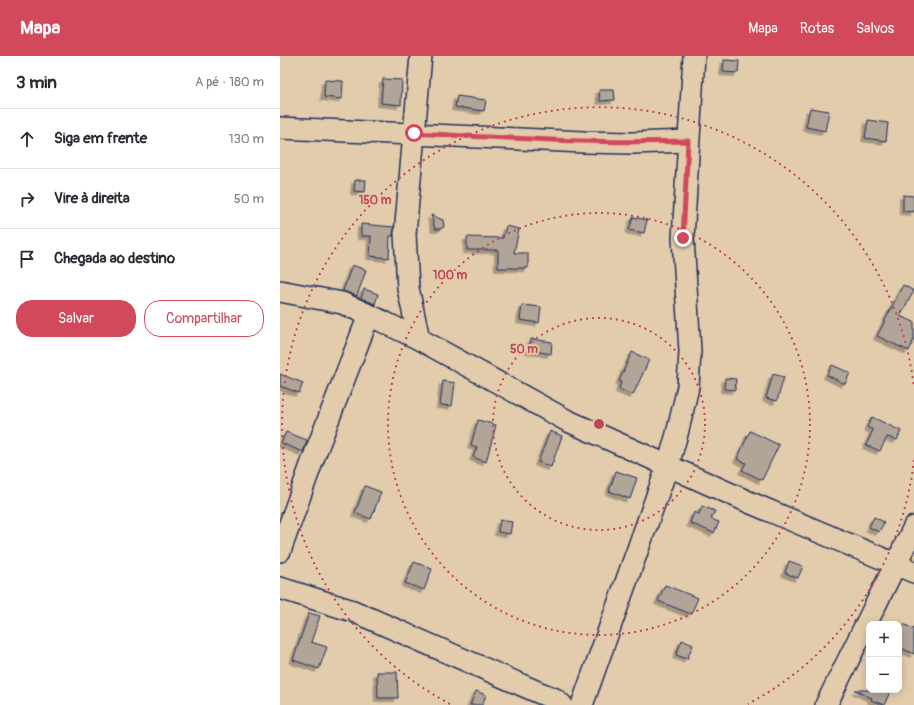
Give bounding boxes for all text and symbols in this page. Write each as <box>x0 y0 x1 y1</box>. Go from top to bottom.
text: Mapa <box>20 16 60 40</box>
text: Mapa <box>748 20 778 37</box>
text: Rotas <box>800 20 834 37</box>
text: Salvos <box>856 20 894 37</box>
text: 3 min <box>16 72 57 93</box>
text: A pé · 180 m <box>195 74 264 90</box>
route start <box>405 124 423 142</box>
icon: ahead <box>16 128 38 150</box>
text: Siga em frente <box>54 129 147 148</box>
text: 130 m <box>228 131 264 147</box>
icon: right <box>16 188 38 210</box>
text: Vire à direita <box>54 189 130 208</box>
text: 50 m <box>234 191 264 207</box>
text: 150 m <box>359 193 392 208</box>
route end <box>674 229 692 247</box>
icon: arrive <box>16 248 38 270</box>
text: Chegada ao destino <box>54 249 175 268</box>
text: 100 m <box>433 268 468 283</box>
button: Salvar <box>16 300 136 337</box>
button: Compartilhar <box>144 300 264 337</box>
text: 50 m <box>510 342 538 357</box>
centre of rings <box>592 417 606 431</box>
map controls <box>866 621 902 693</box>
button: + <box>866 621 902 657</box>
button: − <box>866 657 902 693</box>

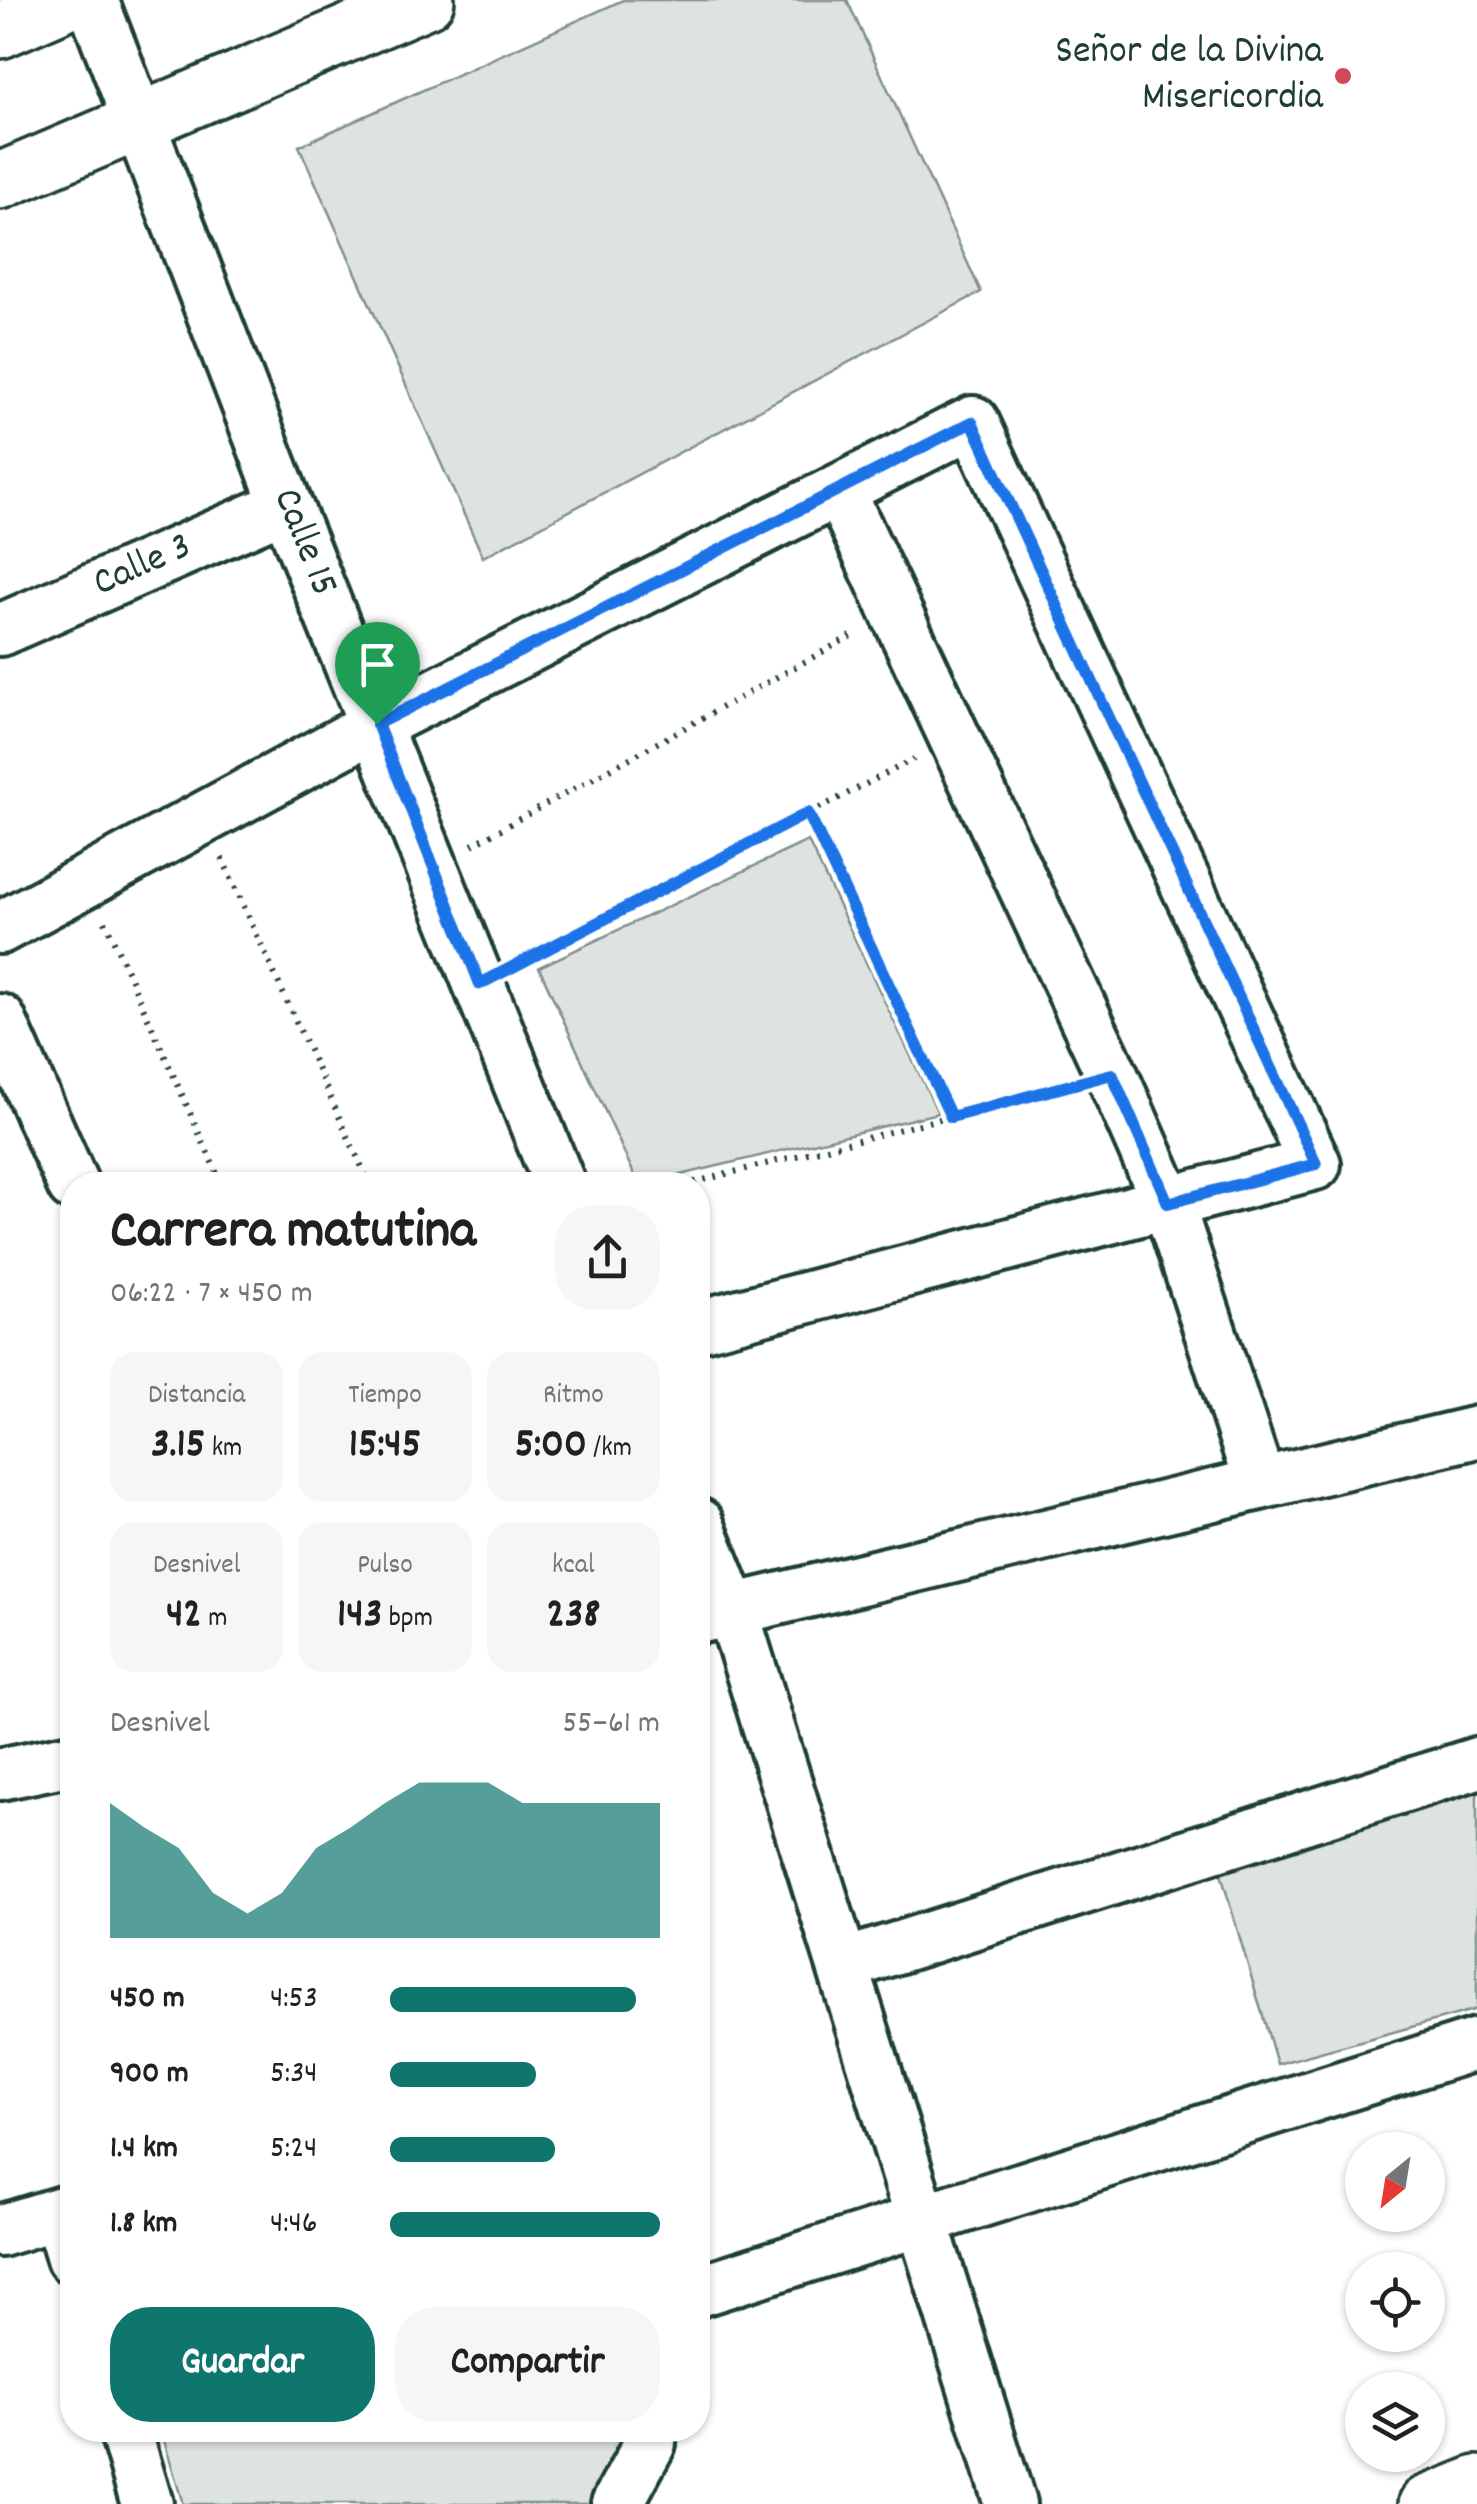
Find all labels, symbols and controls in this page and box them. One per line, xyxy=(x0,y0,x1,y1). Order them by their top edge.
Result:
place label: Señor de la Divina Misericordia xyxy=(1055,25,1324,128)
marker: Señor de la Divina Misericordia xyxy=(1332,65,1354,87)
street label: Calle 15 xyxy=(256,481,350,605)
street label: Calle 3 xyxy=(85,520,201,614)
pin xyxy=(335,622,420,725)
icon: arrive xyxy=(350,637,405,692)
text: Carrera matutina xyxy=(110,1195,476,1274)
button: share xyxy=(555,1205,660,1310)
text: 06:22 · 7 × 450 m xyxy=(110,1272,313,1318)
text: Distancia xyxy=(148,1377,245,1417)
text: Tiempo xyxy=(348,1377,422,1417)
text: Ritmo xyxy=(543,1377,604,1417)
text: 3.15 xyxy=(151,1417,205,1477)
text: 15:45 xyxy=(349,1417,421,1477)
text: 5:00 xyxy=(515,1417,587,1477)
text: km xyxy=(205,1430,242,1470)
text: /km xyxy=(587,1430,632,1470)
text: Desnivel xyxy=(153,1547,240,1587)
text: Pulso xyxy=(357,1547,413,1587)
text: kcal xyxy=(552,1547,595,1587)
text: 42 xyxy=(166,1587,202,1647)
text: 143 xyxy=(337,1587,382,1647)
text: 238 xyxy=(546,1587,600,1647)
text: m xyxy=(202,1600,227,1640)
text: bpm xyxy=(382,1600,433,1640)
text: Desnivel xyxy=(110,1702,210,1748)
text: 55–61 m xyxy=(562,1702,660,1748)
text: 450 m xyxy=(110,1977,185,2023)
text: 4:53 xyxy=(270,1977,318,2023)
text: 900 m xyxy=(110,2052,189,2098)
text: 5:34 xyxy=(270,2052,318,2098)
text: 1.4 km xyxy=(110,2127,178,2173)
text: 5:24 xyxy=(270,2127,317,2173)
north arrow xyxy=(1345,2132,1445,2232)
map controls xyxy=(1345,2132,1445,2472)
text: 1.8 km xyxy=(110,2202,178,2248)
text: 4:46 xyxy=(270,2202,318,2248)
button: locate xyxy=(1345,2252,1445,2352)
button: Guardar xyxy=(110,2307,375,2422)
button: Compartir xyxy=(395,2307,660,2422)
button: layers xyxy=(1345,2372,1445,2472)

*Task brief*. Go through the records above and, whenever a line includes the word "controls", copy it.

*Written answer*.
map controls <box>866 621 902 693</box>
Find all labels, symbols and controls in this page and box them. One per line, xyxy=(x0,y0,x1,y1). Order them by their top edge.
map controls xyxy=(1345,2132,1445,2472)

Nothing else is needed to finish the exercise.